誰しもが社会に出たばかりの頃は、自分の居場所に戸惑いや不安を感じるものです。現在、弁護士ドットコムの社長として第一線で指揮を執る内田陽介氏も、意外なことに2000年4月1日の入社当時は、お世辞にも優等生とは言えない新入社員でした。第一志望だった商社という華やかな舞台に立ちながらも、あろうことか商談中に眠気に襲われ、先輩から厳しい叱咤を受ける毎日を過ごしていたのです。
そんな内田氏の運命が大きく動き出したのは、入社からわずか半年が経過した頃でした。ベンチャーキャピタルへ転職し、投資先であった株式会社カカクコムへ出向することになったのです。そこで出会ったのが、同社の創業者である槙野光昭さんでした。この出会いこそが、くすぶっていた若き内田氏の心に、消えることのない情熱の火を灯す決定的なターニングポイントとなったのでした。
当時の槙野さんは、まさに「仕事の鬼」と呼ぶにふさわしい執念でサイト運営に向き合っていました。毎日深夜までパソコンにかじりつき、通販価格の最新情報を1円単位で更新し続けるその背中には、サービスの品質向上に対する凄まじいまでの覚悟が宿っていたのです。「やるからには絶対に勝つ」という徹底した勝負師の姿勢は、内田氏の中に眠っていたプロフェッショナルとしての自覚を鮮烈に呼び覚ましました。

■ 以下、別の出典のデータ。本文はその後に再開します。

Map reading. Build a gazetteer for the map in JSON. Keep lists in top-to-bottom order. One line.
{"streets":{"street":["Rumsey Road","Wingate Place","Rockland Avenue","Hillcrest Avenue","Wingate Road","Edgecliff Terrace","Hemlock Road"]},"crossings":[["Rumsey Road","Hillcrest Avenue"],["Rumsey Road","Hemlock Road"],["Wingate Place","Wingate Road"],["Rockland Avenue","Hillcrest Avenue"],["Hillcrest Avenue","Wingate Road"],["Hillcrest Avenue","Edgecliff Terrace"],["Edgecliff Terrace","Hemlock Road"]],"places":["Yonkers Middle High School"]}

感化された内田氏は、次第に帰宅する時間さえ惜しむようになり、会社近くのカプセルホテルを定宿にするほどの猛烈な働きぶりを見せるようになります。SNS上でも「これほどの情熱を注げる師匠に出会えるのは幸運だ」「カカクコムの成長の裏にはこんな熱量があったのか」といった驚きの声が広がっています。一人のリーダーの背中が、一人の若者の人生をここまで劇的に変えてしまう力には驚かされるばかりです。

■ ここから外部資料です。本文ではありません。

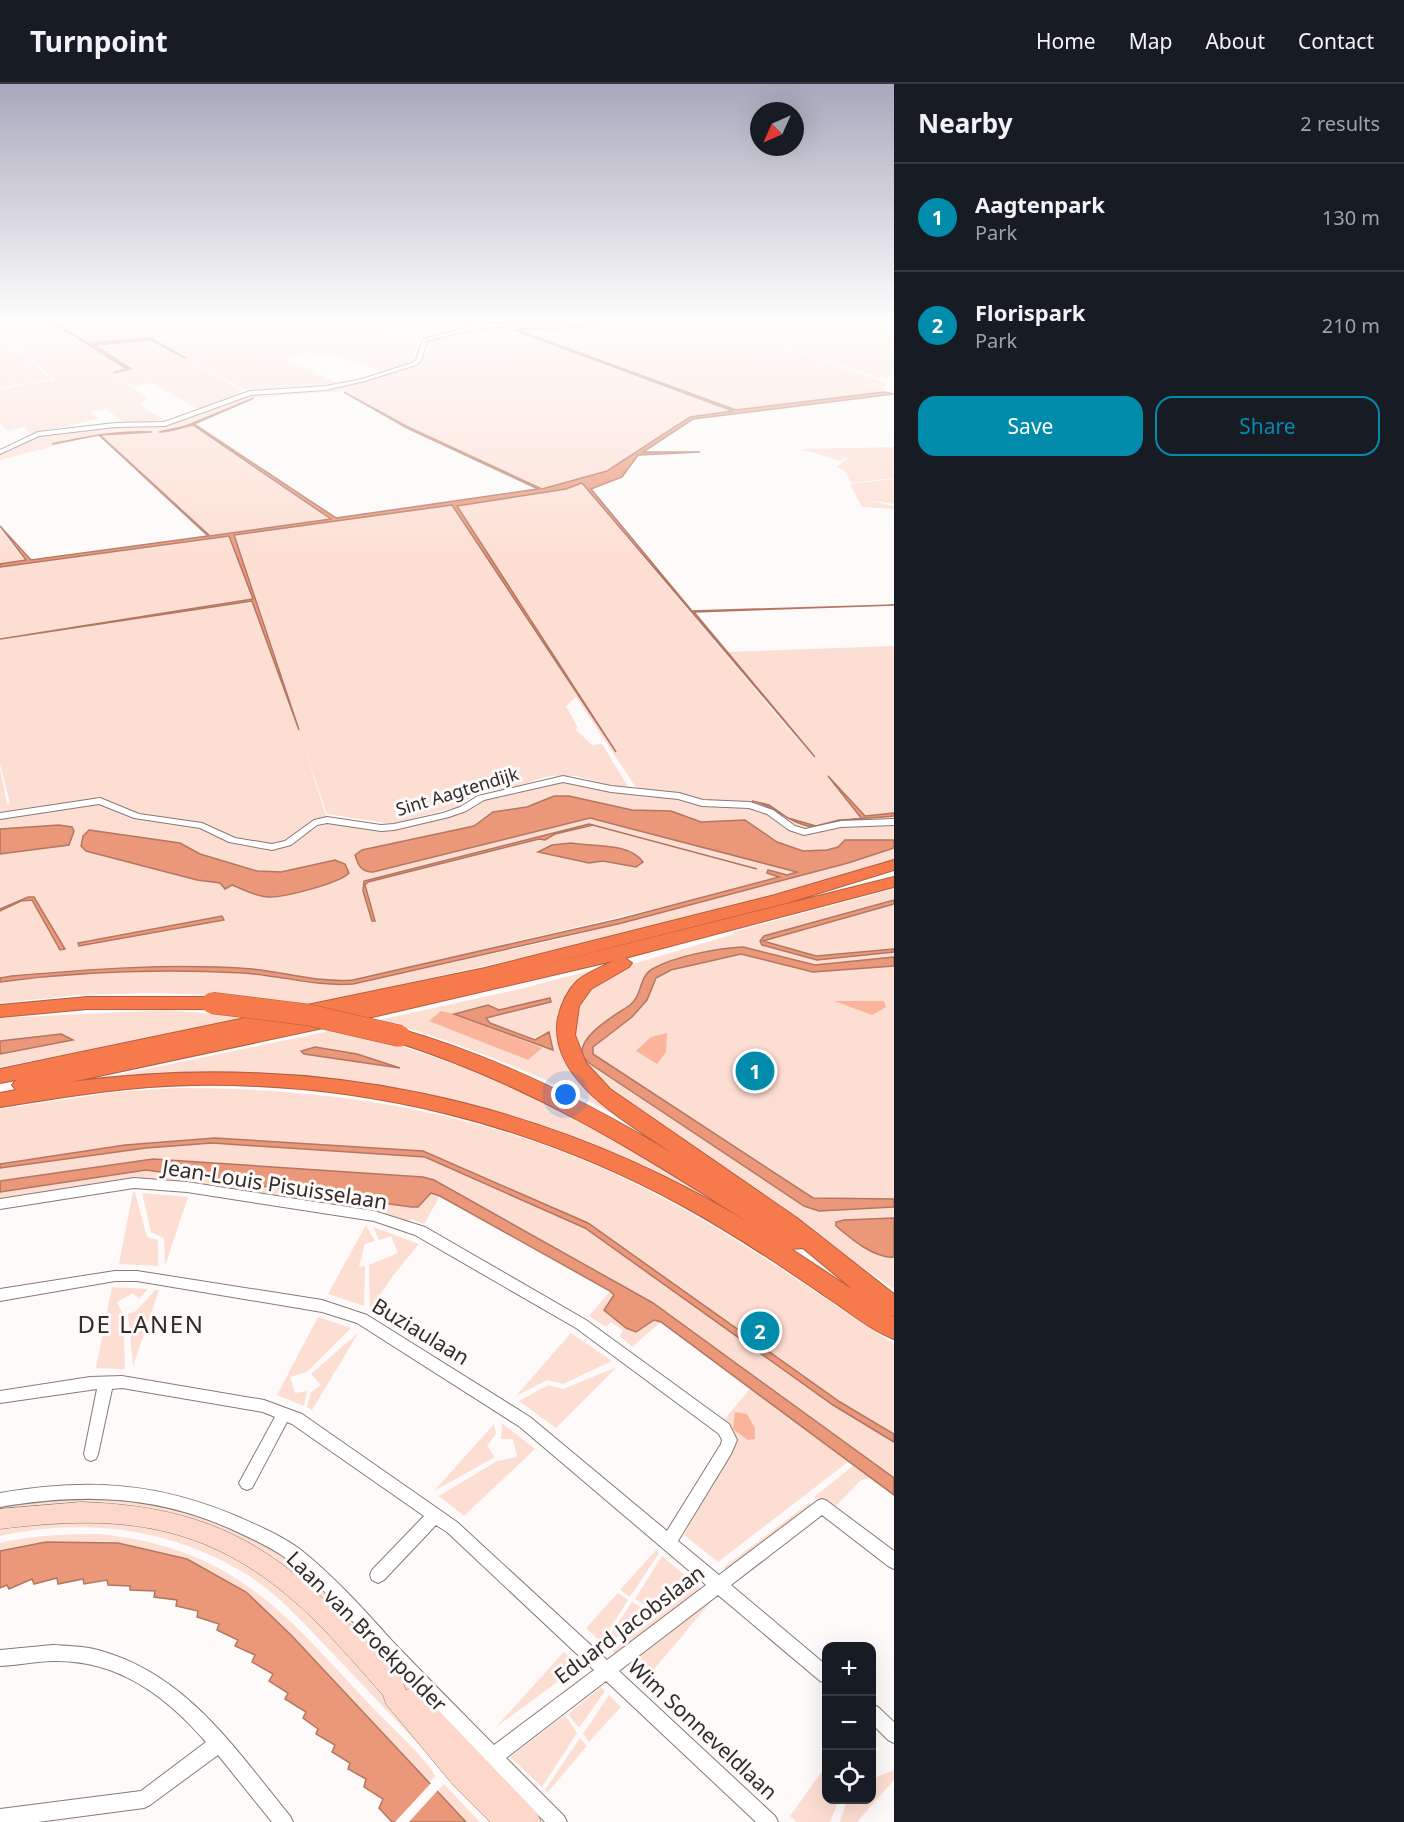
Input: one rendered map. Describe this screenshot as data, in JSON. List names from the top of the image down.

仕事を超えた信頼関係!箱根の温泉で語り合った感謝の記憶
誘っても「仕事がしたいから」と断られ続けたある日、槙野さんから珍しく遊びの誘いがありました。2019年11月12日現在も語り草となっているのが、二人で訪れた箱根の温泉旅行です。実はその時、槙野さんはカカクコムからの退任を決意していました。言葉以上に伝わってくる「共に歩んでくれてありがとう」という感謝の念に、内田氏は深い絆を感じ、改めて一生の師と仰ぐことを決めたのでしょう。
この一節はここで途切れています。